(Stored data)

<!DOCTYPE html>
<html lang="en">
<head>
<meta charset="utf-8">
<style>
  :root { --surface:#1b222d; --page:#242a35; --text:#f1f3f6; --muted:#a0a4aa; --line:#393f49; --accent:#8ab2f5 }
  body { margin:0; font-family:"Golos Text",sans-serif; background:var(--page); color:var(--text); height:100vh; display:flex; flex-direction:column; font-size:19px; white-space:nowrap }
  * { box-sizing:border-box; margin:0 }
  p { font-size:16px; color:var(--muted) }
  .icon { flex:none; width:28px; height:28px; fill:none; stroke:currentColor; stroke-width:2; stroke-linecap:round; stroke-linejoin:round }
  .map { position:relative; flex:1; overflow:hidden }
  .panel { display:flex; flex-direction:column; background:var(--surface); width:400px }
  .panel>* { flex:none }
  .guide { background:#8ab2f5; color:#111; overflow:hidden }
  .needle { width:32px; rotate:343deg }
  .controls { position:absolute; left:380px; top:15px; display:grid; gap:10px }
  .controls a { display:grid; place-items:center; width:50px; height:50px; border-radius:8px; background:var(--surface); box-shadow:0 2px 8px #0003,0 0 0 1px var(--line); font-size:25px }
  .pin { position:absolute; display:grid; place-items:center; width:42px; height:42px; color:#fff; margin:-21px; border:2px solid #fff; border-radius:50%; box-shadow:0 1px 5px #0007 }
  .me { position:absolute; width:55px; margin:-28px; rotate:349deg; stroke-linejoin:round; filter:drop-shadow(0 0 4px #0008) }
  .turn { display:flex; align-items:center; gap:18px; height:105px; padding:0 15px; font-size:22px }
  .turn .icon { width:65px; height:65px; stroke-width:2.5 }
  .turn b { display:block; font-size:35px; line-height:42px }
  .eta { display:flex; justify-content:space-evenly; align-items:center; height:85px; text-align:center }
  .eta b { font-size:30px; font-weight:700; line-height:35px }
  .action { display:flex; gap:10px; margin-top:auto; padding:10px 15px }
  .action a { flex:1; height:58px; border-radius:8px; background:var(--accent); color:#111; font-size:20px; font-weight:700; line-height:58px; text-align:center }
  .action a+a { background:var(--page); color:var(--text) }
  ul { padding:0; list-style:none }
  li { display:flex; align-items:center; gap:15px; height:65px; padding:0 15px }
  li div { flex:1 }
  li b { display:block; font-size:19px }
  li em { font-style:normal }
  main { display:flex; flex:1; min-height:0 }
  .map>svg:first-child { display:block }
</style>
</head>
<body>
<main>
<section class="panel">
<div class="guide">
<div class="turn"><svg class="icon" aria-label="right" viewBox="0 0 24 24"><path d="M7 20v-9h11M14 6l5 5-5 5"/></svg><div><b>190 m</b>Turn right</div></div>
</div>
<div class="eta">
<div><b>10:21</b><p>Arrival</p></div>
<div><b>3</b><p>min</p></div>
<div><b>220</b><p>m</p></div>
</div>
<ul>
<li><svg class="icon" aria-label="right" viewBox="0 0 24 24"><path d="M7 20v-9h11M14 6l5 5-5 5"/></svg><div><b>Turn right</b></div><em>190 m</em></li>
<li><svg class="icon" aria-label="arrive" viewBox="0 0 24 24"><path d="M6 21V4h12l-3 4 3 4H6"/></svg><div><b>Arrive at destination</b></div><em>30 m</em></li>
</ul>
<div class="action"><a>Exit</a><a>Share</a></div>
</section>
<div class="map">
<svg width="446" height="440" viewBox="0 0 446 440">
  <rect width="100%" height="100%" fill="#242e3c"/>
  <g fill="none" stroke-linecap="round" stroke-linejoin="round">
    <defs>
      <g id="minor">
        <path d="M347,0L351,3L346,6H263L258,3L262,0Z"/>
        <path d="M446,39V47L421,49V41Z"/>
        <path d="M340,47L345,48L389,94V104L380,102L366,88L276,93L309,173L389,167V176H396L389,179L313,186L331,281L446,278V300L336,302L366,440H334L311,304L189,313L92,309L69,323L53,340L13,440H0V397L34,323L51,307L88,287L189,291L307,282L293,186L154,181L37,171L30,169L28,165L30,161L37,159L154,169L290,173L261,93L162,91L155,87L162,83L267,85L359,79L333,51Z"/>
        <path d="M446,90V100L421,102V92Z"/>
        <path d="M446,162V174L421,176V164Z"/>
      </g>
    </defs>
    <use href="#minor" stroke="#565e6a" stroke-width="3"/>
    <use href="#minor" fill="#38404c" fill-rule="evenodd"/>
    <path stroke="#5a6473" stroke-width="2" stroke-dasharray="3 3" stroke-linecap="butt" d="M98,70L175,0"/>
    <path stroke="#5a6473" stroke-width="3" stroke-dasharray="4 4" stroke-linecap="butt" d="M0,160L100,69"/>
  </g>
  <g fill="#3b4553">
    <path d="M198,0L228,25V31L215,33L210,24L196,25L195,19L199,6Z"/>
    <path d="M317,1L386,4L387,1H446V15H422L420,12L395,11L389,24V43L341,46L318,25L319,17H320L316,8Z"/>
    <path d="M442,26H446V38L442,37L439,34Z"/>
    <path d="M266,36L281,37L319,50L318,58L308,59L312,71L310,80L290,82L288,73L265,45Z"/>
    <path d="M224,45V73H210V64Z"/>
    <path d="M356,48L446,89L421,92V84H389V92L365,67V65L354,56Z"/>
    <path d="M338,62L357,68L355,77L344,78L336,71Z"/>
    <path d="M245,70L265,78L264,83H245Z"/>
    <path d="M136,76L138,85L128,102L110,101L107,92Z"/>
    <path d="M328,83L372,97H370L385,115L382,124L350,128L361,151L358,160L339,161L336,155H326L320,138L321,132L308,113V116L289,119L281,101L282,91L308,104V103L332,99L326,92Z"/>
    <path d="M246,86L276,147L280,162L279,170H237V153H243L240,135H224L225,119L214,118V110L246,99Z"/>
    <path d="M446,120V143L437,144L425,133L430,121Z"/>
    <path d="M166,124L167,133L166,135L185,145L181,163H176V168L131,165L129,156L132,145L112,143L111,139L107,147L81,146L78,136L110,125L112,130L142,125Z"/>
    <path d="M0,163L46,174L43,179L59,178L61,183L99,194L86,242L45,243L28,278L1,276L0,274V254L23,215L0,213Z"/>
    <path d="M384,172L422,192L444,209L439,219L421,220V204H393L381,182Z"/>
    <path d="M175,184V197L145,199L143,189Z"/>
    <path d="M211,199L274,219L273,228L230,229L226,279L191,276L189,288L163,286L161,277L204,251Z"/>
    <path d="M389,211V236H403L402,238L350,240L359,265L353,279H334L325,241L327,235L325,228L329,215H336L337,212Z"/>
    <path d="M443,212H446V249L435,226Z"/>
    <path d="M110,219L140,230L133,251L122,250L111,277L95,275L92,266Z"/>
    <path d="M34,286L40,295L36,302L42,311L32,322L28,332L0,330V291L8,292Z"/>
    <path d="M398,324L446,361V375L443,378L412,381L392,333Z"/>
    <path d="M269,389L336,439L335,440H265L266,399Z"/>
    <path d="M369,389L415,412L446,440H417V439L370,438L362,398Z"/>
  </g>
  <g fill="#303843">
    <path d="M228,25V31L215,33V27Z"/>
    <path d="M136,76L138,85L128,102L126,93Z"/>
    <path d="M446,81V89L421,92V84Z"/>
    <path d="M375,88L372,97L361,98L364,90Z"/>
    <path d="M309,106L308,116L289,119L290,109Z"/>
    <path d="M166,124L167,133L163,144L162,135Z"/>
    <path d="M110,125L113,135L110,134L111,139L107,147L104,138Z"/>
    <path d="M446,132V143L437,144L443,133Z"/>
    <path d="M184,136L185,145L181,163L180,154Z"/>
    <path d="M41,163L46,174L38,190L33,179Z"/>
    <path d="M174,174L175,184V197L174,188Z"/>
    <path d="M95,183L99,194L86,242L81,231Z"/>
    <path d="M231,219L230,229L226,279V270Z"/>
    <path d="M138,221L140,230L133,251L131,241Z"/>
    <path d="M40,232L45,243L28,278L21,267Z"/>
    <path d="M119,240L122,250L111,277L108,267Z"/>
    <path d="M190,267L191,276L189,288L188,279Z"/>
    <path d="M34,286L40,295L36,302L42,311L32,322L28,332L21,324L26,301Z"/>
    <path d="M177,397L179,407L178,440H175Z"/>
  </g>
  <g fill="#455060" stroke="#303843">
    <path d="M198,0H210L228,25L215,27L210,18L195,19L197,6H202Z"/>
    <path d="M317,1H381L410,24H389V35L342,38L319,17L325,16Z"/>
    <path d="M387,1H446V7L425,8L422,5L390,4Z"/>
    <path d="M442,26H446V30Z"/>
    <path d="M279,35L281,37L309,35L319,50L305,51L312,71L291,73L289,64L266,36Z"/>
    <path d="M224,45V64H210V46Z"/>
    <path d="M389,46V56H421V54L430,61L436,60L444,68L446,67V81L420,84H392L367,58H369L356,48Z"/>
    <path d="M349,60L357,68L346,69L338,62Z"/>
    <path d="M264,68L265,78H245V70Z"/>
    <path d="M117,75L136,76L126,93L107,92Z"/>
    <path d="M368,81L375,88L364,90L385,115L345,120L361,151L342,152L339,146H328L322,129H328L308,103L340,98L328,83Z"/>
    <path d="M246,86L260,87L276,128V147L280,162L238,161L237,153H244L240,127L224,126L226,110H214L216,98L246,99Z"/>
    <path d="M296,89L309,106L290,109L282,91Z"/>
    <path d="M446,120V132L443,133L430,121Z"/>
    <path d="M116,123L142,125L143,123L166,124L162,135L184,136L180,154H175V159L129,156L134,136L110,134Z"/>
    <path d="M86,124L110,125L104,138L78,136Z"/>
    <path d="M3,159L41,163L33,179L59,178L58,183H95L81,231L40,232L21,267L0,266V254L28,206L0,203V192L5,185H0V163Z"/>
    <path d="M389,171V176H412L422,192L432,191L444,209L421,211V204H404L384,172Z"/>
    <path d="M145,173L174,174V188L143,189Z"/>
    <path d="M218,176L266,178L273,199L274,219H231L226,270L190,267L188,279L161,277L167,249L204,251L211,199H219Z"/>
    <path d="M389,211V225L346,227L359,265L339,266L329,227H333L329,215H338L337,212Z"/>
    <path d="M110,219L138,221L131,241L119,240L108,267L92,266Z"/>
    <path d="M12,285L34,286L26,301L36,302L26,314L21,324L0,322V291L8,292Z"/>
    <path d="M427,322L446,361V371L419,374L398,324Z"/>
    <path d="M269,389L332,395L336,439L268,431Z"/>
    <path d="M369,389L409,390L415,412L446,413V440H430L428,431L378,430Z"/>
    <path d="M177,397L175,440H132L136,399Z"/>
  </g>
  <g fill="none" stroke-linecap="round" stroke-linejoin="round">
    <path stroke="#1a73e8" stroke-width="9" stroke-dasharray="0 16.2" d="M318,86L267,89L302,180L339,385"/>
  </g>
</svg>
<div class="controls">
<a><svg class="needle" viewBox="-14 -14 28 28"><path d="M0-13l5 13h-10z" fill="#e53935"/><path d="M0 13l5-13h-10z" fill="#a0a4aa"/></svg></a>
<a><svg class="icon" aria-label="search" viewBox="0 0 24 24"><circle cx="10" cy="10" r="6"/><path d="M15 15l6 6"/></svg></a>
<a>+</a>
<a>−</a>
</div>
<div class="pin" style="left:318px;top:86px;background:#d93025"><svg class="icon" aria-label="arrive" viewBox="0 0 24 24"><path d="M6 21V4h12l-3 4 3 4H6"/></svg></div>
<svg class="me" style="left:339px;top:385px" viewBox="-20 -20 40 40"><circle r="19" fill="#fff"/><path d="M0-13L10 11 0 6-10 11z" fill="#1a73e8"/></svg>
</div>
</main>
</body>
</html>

-- Activity --
Among the records above, extract exactly the lines from the line with "display:flex; align-items:center; gap:18px;" to the line with "display:flex; gap:10px; margin-top:auto;", both lines included, and leave out the rest.

-- Response --
  .turn { display:flex; align-items:center; gap:18px; height:105px; padding:0 15px; font-size:22px }
  .turn .icon { width:65px; height:65px; stroke-width:2.5 }
  .turn b { display:block; font-size:35px; line-height:42px }
  .eta { display:flex; justify-content:space-evenly; align-items:center; height:85px; text-align:center }
  .eta b { font-size:30px; font-weight:700; line-height:35px }
  .action { display:flex; gap:10px; margin-top:auto; padding:10px 15px }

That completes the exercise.